Together with a warm, wet, subtropical climate, the geology of South Florida provides well-suited conditions for the Everglades large marshland and ecosystem. The water-bearing rock and soil are due to the layers of porous and permeable limestone that affect the climate, weather and the hydrology of South Florida.
The geologic history explains the properties of the rock underneath the Everglades. At one point, the crust underneath Florida was part of the African region of the supercontinent Gondwana. North America merged with Africa about 300 million years ago. Sedimentary rock with igneous rock covered Florida due to volcanic activity centered on the eastern side.
About 180 million years ago, continental rifting began to separate North America from Gondwana. As part of Africa, Florida was initially above water. During the cooler Jurassic Period, the Florida Platform became a shallow marine environment and sedimentary rocks were deposited. Most of Florida remained a tropical sea floor during the Cretaceous Period. Since the bedrock was formed, the peninsula has been covered by seawater at least seven times.
Consistent flooding in the Everglades is fed by the flowing rivers in central Florida:
The Kissimmee River empties directly into Lake Okeechobee. The lake is vast but considered a shallow lake. It covers 730 square miles with an average depth of 9 feet. Where the land is consistently flooded throughout the year, soil deposits from the Everglades basis indicate deposits of peat. When the flooding is shorter, calcium deposit is left behind.
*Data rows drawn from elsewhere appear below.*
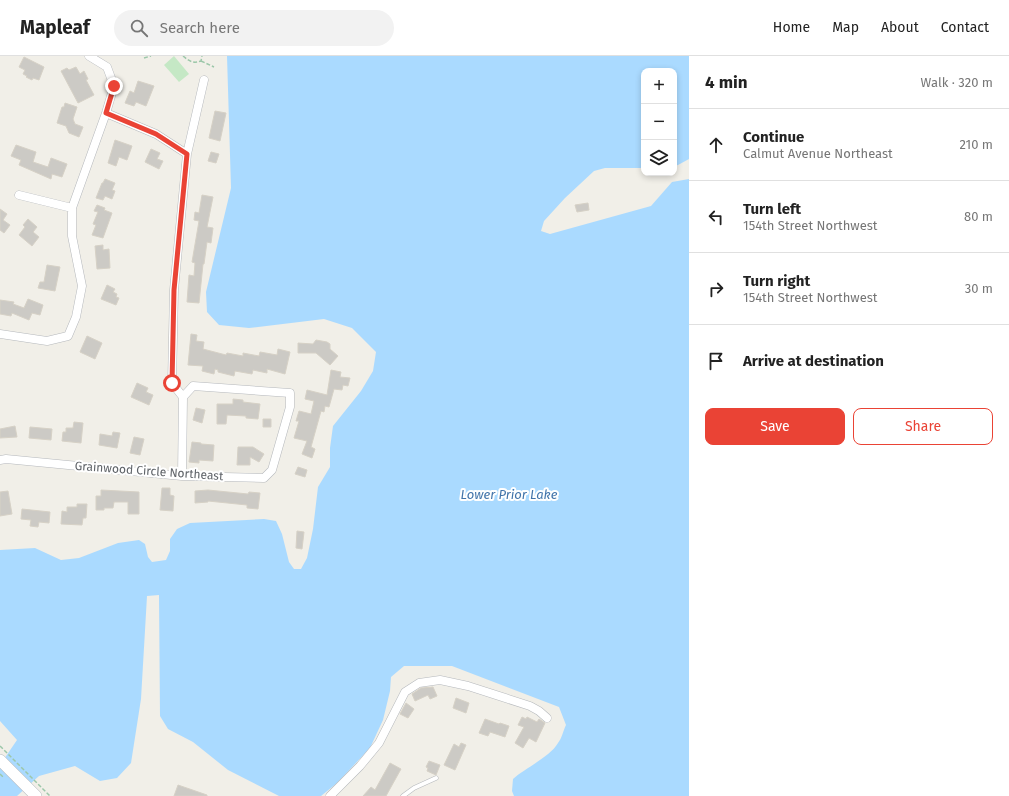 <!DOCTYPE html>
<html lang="en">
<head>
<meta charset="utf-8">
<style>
  body { margin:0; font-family:"Fira Sans",sans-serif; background:#f2f2f2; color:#222 }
  .controls { position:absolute; right:12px; top:12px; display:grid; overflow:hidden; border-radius:8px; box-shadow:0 2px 6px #0003 }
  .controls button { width:36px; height:36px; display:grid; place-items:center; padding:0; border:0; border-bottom:1px solid #e0e0e0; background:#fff; color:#222; font:20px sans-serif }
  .stop { position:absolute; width:12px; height:12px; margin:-9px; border:3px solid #ea4335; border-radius:50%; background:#fff }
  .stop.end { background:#ea4335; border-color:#fff; box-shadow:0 1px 4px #0008 }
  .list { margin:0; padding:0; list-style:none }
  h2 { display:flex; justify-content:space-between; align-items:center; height:52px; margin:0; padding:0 16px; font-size:17px }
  h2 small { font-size:13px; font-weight:400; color:#767676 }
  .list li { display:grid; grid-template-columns:26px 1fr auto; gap:12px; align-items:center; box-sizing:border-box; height:72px; padding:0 16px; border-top:1px solid #e0e0e0 }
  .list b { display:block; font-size:15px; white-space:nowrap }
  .list p { margin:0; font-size:13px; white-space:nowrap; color:#767676 }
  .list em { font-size:13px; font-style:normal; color:#767676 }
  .actions { display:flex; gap:8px; padding:12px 16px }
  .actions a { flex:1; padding:9px 0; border:1px solid #ea4335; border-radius:8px; text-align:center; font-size:14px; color:#ea4335 }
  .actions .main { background:#ea4335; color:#fff }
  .icon { flex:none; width:22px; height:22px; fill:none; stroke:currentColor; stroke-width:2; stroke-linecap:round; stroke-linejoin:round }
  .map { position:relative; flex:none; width:689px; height:740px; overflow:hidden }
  header { display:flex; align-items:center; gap:24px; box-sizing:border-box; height:56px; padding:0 20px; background:#fff; border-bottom:1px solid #e0e0e0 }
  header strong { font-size:19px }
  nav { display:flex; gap:22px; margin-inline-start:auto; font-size:14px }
  .search { width:280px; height:36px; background:#f2f2f2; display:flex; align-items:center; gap:10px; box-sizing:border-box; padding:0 14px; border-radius:22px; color:#767676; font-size:15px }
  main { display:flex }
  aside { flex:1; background:#fff }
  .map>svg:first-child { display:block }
  .green { fill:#c5e8c5 }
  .water { fill:#aadaff }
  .building { fill:#cccac5; stroke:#d6d1c6 }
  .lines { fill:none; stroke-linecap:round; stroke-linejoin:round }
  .lane-casing { stroke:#b5b8bc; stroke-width:5 }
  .street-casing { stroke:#b5b8bc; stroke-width:9 }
  .secondary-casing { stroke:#b6babf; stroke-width:12 }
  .path { stroke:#9cc7a9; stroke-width:1.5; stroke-dasharray:4 2; stroke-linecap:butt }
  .lane { stroke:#fff; stroke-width:4 }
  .street { stroke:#fff; stroke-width:8 }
  .secondary { stroke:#fff; stroke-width:11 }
  .route { stroke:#ea4335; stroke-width:5 }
  .labels { text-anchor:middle; stroke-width:4; stroke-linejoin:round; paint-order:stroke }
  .street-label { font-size:12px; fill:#5f6368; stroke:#fff }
  .water-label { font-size:13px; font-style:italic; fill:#4174aa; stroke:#fff }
</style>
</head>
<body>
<header>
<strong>Mapleaf</strong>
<div class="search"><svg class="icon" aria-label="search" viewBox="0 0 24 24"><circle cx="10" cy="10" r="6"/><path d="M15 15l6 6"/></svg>Search here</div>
<nav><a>Home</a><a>Map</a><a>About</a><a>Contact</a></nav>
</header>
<main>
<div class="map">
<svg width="689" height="740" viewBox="0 0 689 740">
  <rect width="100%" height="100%" fill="#f1efe8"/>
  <!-- green -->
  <path class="green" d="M174,0L189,18L179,26L164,9Z"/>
  <!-- water -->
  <path class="water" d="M227,0H689V103L678,109L674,110V15H644V112H605L594,115L565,142L544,165L541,175L550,178L651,150L672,126L689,123V740H514L512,735L513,723C525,712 550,701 558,687C562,682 563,675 566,669L559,651L452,610H404L391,621L390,635L383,664L370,692L337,727L321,740H279L228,714L193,686L168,673L160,660L159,539L147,540L141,643L131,707L117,722L100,725L75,710L39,720L17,740H0V709L17,684L0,665V494L35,492L61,504L79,502L118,487L139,484L145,488L148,501L152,506L166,504L170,495V483L177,473L190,467L264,463L276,465L282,478L289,506L294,513H301L307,502L313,473L318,431L330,411V392L333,370L361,335L373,315L376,296L352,272L324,263L249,272L219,269L207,256L206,236L231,132Z"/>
  <!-- building -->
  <path class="building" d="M24,1L44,11L39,24L33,22L32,24L26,21L27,20L23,18L25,14L19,11Z
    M76,11L80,18L84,15L88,23L86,24L94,39L78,47L61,15L67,12L69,14Z
    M138,25L154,30L146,50L136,46L134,50L125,47L130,35L134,37Z
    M65,47L77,51L73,63L75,68L83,71L79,81L69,77L66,70L57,67L62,51H64Z
    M215,55L226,57L220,85L209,82Z
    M115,84L132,90L127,104L119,101L116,110L108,107Z
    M16,89L36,96L33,106L48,111L51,102L67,108L62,121L52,118L51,123L19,109L21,104L11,100Z
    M151,93L160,97L157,103L163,105L159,113L145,106Z
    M211,96L219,98L216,107L208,105Z
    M105,123L115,127L112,134L115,135L112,143L105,140L103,144L96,142L102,127H103Z
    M202,139L213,141L207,171L213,172L211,187L207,186L204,208H203L199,247L187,246L189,219L194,220L195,207L192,206L199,165L194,164L195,156L199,157Z
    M588,147L589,154L577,156L575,149Z
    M97,149L105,152L104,154L112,157L103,182L92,179L96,169L93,168L98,156L94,155Z
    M0,153L7,158L3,164L10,169L4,177L0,174Z
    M28,163L37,171L33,176L39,181L32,190L19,179L25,171L23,169Z
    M103,189V194L109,193L110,212L97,213L95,190Z
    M47,209L60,211L55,235L38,232L40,226H44Z
    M107,229L115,233L113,236L117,238L116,241L119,242L116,249L101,243Z
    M28,243L43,249L40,259L32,257L29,264L12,257L11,260L0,258V244L14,246L13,248L24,252Z
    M191,278L197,279L196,285L204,286L203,293L226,299L227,297L243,300V297L259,300L260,296L277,299L278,293L290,296L285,318L267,313V317L253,314L252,318L235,315L234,320L218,316V314L215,313L214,318L202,315L203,310L188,309Z
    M87,280L102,287L95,303L80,296Z
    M316,284L327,286L330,288V293L338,300L330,309L316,297H298V287L313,288Z
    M331,314L341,316L340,321L350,322L348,330L343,329L342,334L334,333L329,351L325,350L324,356L321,355L311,391L315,393L312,402L302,398L307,385L294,382L299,365H296L299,355L311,358L314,345L305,343L307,334L327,339Z
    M137,327L148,332L146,336L153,339L149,349L131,341Z
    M233,343L243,344V346L260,348L258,363L246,362V360L227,359L226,368H217V348H233Z
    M196,352L205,354L202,367L193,364Z
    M263,363H271V371H263Z
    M74,366L83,367L81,387L62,385L63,376H66V372H73Z
    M15,370L17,381L0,382V373Z
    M30,371L52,373L51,384L29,382Z
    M113,376L120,377L117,392L99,389L100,378L112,380Z
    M134,381L144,383L140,399L130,397Z
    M192,386L201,387V388L214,389L213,405L199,404V407L189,406Z
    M238,391H253L264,398L259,406L250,401V409H237Z
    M298,411L307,414L305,421L295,418Z
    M162,432H170V439L174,440L173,455L160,454Z
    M101,434L139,436V458H128V446H114L113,452H104V454H96V440H101Z
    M208,434L248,438L249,436L260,437L258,453L247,452V449L208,445V446L195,447V435Z
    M8,435L12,458L0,460V436Z
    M77,448H87L86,462H83L82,469L61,468L62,455L67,456V451H77Z
    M22,453L50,456L49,467L39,466L38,471L30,470L31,464L21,463Z
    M297,475L304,476L302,493L296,492Z
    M433,631L437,640L430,643L428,639L415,645L412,638L421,632Z
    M456,642L469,647L466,657L453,652Z
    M406,647L414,653L408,662L400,658Z
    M522,661L526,663L527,661L537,666L539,663L545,667L536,686L529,682L523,692L515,687L524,671L518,669Z
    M485,663L499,668L500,667L509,670L505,681L490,676L488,680L479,677Z
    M461,687L466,689L455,714L444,709L454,688L459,691Z
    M429,705L440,709L436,719L427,715L428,712L426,711Z
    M390,707L401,713L386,740H363L371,731L375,734Z
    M178,729L207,739V740H174Z"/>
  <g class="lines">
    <!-- lane casing -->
    <g class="lane-casing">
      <path id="lane" d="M403,740L414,732L436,722"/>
    </g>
    <!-- street casing -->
    <g class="street-casing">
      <path id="street" d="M106,57L156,78L187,98
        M19,139L72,152
        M0,278L47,285L68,280L76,261L82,230L72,180V152L106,57L114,30L107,11L89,0
        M0,404L6,403L182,420L264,422L272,414L290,351V337L193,330L183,341
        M182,420L183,341L172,327L174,234L187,98L204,24
        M330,740L360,710L379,687L405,636L419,627L440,624L468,630L530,650L539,655L547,662"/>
    </g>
    <!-- secondary casing -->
    <g class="secondary-casing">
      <path id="secondary" d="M0,704L36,740"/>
    </g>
    <!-- path -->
    <path class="path" d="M183,0C189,5 193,8 201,5L202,0
      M144,2L151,0
      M201,5L214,11
      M0,690L50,740
      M0,718L4,722"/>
    <!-- lane -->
    <use href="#lane" class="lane"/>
    <!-- street -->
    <use href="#street" class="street"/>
    <!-- secondary -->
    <use href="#secondary" class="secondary"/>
  </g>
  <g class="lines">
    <!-- route -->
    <path class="route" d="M114,30L106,57L156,78L187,98L174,234L172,327"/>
  </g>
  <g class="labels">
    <!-- street labels -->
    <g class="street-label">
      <text transform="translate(149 415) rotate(4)" y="4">Grainwood Circle Northeast</text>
    </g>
    <!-- water labels -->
    <g class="water-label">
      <text x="509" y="443">Lower Prior Lake</text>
    </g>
  </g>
</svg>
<div class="controls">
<button>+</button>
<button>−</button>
<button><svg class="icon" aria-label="layers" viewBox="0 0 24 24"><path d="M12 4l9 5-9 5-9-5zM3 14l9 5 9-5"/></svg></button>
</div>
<div class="stop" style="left:172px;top:327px"></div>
<div class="stop end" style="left:114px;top:30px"></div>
</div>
<aside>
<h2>4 min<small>Walk · 320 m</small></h2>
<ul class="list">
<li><svg class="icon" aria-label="ahead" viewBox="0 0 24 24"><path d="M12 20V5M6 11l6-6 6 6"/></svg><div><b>Continue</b><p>Calmut Avenue Northeast</p></div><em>210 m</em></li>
<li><svg class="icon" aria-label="left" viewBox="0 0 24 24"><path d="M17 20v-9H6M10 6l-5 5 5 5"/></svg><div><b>Turn left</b><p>154th Street Northwest</p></div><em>80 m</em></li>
<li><svg class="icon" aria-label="right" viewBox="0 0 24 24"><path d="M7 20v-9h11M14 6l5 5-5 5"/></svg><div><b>Turn right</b><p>154th Street Northwest</p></div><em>30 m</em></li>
<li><svg class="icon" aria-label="arrive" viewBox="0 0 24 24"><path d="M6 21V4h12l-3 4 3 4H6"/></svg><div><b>Arrive at destination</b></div></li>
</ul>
<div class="actions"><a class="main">Save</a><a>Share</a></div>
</aside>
</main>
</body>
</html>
Where water rises and falls depending on the rainfall, deposits occur. This does not occur where water is being stored in the rock from one year to the next. When limestone is exposed, calcium deposits are more present.
At one point, from the tip of Florida to Orlando there was a single drainage unit. When Lake Okeechobee capacity was exceeded due to rainfall, in a southwestern direction, it emptied into the Florida Bay. The Everglades began at the southern edge of Lake Okeechobee and flowed for approximately 100 miles, emptying into the Gulf of Mexico prior to urban and agricultural development.
The Kissimmee river travels slowly at about a half a mile a day. The slow movement of the broad and shallow river is known as sheet flow. This is how the Everglades got its nickname River of Grass. With the water traveling so slow, it can take months and sometimes years for it to reach its final destination, the Florida Bay.